In C++, how to find certain items in the vector of objects by giving the member of a object?

Question

For example, I have defined the class foo and the vector vec:

#include <iostream>
#include <vector>
#include <algorithm>
using namespace std;
class foo {
public:
    foo(int flag, char ch):flag(flag), ch(ch) {}
    int flag;
    char ch;
};
int main(void)
{
    vector<foo> vec;
    vec.push_back(foo(1,'a'));
    vec.push_back(foo(2,'b'));
    vec.push_back(foo(3,'c'));
    //blabla...
}

I've found how to find the single element: How to find an item in a std::vector?
But now I want to find an object by just giving a char, say, 'b'. How can I achieve this goal efficiently?

Answer 1

Define an implicit constructor for foo using only char as argument.

foo(char ch) : ch(ch), flag(int()) {
}

OR add default args to your existing constructor

foo(char ch, int flag = int()) : ch(ch), flag(flag) {
}

AND overload a comparison operator

bool operator ==(const char & rhs) {
    return ch == rhs;
}

You can then use std::find directly.

vector<foo>::iterator it = std::find(vec.begin(), vec.end(), 'b');
if (it != vec.end()) {
    ...    // do something
}

A working code will then look like

#include <iostream>
#include <vector>
#include <algorithm>
using namespace std;

class foo {
public:
    foo(char ch, int flag = int()) : flag(flag), ch(ch) {}
    int flag;
    char ch;
    inline bool operator ==(const char & rhs) { return ch == rhs; }
};

int main(void) {
    vector<foo> vec;
    vec.push_back(('a', 1));
    vec.push_back(('b', 2));
    vec.push_back(('c', 3));
    vector<foo>::iterator it = find(vec.begin(), vec.end(), 'b');
    if (it != vec.end())
        cout << "found" << endl;
    return 0;
}

See http://ideone.com/ue907i demo.

Answer 2

You could use std::find_if for this:

 //c++14
 std::find_if(std::begin(vec),std::end(vec),
              [](auto&& v) { return v.ch == 'b'; })

 //c++11
 std::find_if(std::begin(vec),std::end(vec),
              [](const foo& v) { return v.ch == 'b'; })

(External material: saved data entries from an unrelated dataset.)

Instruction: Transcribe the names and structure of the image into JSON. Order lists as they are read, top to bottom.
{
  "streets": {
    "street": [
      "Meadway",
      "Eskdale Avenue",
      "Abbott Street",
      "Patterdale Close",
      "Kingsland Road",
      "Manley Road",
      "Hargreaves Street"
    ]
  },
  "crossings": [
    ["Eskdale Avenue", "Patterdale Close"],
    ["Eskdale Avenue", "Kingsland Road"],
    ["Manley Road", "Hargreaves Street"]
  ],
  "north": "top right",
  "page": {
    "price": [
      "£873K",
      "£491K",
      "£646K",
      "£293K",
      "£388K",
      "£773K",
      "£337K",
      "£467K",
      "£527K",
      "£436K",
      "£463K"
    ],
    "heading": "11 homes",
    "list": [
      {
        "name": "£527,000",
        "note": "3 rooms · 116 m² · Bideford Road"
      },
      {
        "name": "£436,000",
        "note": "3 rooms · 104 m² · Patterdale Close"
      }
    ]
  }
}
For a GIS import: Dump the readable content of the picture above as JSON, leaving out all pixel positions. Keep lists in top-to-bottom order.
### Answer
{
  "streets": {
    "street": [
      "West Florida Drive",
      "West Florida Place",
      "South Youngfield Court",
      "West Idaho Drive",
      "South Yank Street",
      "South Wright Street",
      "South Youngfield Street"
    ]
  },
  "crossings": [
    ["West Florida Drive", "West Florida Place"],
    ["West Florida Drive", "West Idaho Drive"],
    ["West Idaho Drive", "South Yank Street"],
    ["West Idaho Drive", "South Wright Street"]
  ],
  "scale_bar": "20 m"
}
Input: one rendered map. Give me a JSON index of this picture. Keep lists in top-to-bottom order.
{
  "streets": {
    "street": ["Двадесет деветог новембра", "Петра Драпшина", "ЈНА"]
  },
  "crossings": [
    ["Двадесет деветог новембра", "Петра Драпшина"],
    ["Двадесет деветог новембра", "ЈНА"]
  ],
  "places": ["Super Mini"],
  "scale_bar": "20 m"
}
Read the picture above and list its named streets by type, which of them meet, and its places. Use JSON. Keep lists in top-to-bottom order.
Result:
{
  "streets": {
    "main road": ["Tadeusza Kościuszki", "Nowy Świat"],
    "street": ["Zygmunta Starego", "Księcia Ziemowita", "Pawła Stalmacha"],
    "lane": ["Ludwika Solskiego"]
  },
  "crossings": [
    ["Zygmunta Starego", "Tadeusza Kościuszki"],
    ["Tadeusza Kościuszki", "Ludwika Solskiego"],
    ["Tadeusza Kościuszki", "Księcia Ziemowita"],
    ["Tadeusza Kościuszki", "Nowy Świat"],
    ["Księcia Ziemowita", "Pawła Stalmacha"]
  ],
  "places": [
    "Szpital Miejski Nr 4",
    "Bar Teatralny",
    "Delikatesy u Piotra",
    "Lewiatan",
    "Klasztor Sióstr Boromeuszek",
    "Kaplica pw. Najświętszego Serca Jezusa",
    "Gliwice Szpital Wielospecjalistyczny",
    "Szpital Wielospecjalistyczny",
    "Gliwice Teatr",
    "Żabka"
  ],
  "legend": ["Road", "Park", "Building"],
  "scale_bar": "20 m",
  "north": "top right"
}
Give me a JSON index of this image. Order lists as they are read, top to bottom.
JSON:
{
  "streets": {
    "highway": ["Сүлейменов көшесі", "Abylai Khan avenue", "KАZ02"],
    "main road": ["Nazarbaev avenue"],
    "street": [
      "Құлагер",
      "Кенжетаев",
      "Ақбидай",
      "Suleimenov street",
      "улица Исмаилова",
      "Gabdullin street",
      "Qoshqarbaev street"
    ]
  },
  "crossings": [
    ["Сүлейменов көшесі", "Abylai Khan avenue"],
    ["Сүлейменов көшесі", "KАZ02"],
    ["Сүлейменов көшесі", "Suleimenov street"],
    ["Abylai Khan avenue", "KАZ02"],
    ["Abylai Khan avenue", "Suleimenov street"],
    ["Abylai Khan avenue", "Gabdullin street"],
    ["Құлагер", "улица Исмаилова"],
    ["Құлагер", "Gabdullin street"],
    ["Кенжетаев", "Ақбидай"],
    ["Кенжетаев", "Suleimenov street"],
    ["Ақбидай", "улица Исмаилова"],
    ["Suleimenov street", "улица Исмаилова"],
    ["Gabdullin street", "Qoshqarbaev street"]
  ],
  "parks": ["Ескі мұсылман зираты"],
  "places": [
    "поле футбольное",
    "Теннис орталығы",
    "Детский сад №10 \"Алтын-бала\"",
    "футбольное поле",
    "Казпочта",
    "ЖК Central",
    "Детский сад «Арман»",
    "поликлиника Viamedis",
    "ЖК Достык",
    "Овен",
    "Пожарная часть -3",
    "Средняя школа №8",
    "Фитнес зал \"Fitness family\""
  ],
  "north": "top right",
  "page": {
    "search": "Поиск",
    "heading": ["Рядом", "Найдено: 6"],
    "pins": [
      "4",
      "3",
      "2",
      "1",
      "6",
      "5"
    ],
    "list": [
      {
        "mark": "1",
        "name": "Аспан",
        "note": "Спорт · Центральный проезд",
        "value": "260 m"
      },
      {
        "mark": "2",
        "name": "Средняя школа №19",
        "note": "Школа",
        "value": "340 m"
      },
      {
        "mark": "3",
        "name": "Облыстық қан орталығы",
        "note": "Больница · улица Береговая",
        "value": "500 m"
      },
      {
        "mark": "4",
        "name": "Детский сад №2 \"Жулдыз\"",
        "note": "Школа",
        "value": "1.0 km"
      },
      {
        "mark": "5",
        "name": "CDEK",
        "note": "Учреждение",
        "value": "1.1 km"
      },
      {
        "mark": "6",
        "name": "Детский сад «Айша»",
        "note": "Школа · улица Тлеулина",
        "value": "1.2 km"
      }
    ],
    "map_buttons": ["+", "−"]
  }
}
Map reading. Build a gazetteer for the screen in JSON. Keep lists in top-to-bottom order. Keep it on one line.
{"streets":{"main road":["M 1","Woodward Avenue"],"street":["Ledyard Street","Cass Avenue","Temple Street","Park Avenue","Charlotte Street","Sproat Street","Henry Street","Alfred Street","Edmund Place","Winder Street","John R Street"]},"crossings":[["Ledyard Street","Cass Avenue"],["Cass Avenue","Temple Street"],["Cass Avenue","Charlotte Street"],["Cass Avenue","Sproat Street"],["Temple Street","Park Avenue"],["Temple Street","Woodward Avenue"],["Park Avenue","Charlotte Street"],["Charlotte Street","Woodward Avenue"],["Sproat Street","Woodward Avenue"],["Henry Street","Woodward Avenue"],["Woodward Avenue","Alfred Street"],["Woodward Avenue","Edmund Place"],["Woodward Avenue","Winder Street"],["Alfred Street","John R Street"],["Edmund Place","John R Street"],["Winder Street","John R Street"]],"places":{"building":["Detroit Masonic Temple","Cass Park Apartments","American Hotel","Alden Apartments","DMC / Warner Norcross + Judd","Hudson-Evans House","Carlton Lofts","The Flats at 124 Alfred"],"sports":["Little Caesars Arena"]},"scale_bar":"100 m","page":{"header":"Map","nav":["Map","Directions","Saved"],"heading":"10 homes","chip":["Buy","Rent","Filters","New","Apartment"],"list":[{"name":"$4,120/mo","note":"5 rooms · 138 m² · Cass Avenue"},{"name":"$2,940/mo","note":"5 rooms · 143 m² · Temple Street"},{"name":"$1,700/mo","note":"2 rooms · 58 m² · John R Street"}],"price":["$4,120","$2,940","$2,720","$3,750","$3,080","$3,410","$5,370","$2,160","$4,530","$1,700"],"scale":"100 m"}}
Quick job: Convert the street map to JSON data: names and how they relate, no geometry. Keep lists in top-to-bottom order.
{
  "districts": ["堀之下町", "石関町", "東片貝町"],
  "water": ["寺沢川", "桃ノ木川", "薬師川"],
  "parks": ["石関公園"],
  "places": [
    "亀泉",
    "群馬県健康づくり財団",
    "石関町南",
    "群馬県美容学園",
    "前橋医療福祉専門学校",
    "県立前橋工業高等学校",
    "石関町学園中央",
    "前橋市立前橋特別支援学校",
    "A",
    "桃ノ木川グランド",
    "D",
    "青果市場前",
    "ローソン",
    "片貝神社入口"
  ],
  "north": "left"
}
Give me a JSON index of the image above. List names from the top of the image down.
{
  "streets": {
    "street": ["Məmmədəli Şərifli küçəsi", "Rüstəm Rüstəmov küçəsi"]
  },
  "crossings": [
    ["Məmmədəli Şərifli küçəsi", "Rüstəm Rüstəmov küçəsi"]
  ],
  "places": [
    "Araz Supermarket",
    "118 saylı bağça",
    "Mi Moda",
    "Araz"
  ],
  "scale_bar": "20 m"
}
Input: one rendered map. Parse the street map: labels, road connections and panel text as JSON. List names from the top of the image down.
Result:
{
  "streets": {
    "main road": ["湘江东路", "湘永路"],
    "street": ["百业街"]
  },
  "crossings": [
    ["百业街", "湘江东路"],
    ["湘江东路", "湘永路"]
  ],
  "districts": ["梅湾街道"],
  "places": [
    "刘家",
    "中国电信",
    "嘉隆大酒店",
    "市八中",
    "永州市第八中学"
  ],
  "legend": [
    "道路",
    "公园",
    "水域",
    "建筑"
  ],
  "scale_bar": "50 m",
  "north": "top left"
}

You could wrap this up in a function if you find yourself needing this pattern a number of times:

//c++14, c++11 version left as exercise
decltype(auto) find_foo (const std::vector<foo>& vec, char c)
{
    return std::find_if(std::begin(vec),std::end(vec),
                        [c](auto&& v) { return v.ch == c; });
}

A better option might be to use a std::unordered_map<char,int> instead of a std::vector<foo>:

int main()
{
    std::unordered_map<char,int> my_map;
    my_map['a'] = 1;
    my_map['b'] = 2;
    my_map['c'] = 3;

    cout << my_map['b']; //instead of that std::find_if nonsense
}

Answer 3

You can use standard algorithm std::find_if declared in header <algorithm>. For example

#include <iostream>
#include <algorithm>

class foo {
public:
    foo(int flag, char ch):flag(flag), ch(ch) {}
    int flag;
    char ch;
};

int main()
{
    std::vector<foo> vec;

    vec.push_back(foo(1,'a'));
    vec.push_back(foo(2,'b'));
    vec.push_back(foo(3,'c'));

    char ch = 'b';
    auto it = std::find_if( vec.begin(), vec.end(), 
                            [&]( const foo &f ) { return f.ch == ch; } );

    if ( it != vec.end() ) std::cout << it->flag << ' ' << it->ch << std::endl;

}    

If your compiler supports C++14 then the lambda expression can be written also the following way

auto it = std::find_if( vec.begin(), vec.end(), 
                        [ch = 'b']( const foo &f ) { return f.ch == ch; } );

The other approach is to make the seach as an interface of the class itself. For example

class foo {
public:
    foo(int flag, char ch):flag(flag), ch(ch) {}
    int flag;
    char ch;
    class find_by_ch
    {
    public:        
        find_by_ch( char ch ) : ch( ch ) {}
        bool operator ()( const foo &f ) const { return f.ch == ch; }
    private:
        char ch;
    };        
};

//...

auto it = std::find_if( vec.begin(), vec.end(), foo::find_by_ch( 'b' ) );

Answer 4

If the vector is sorted (as in your example), you can use lower_bound for logarithmic performance. If the vector is not sorted, you can use find for linear performance.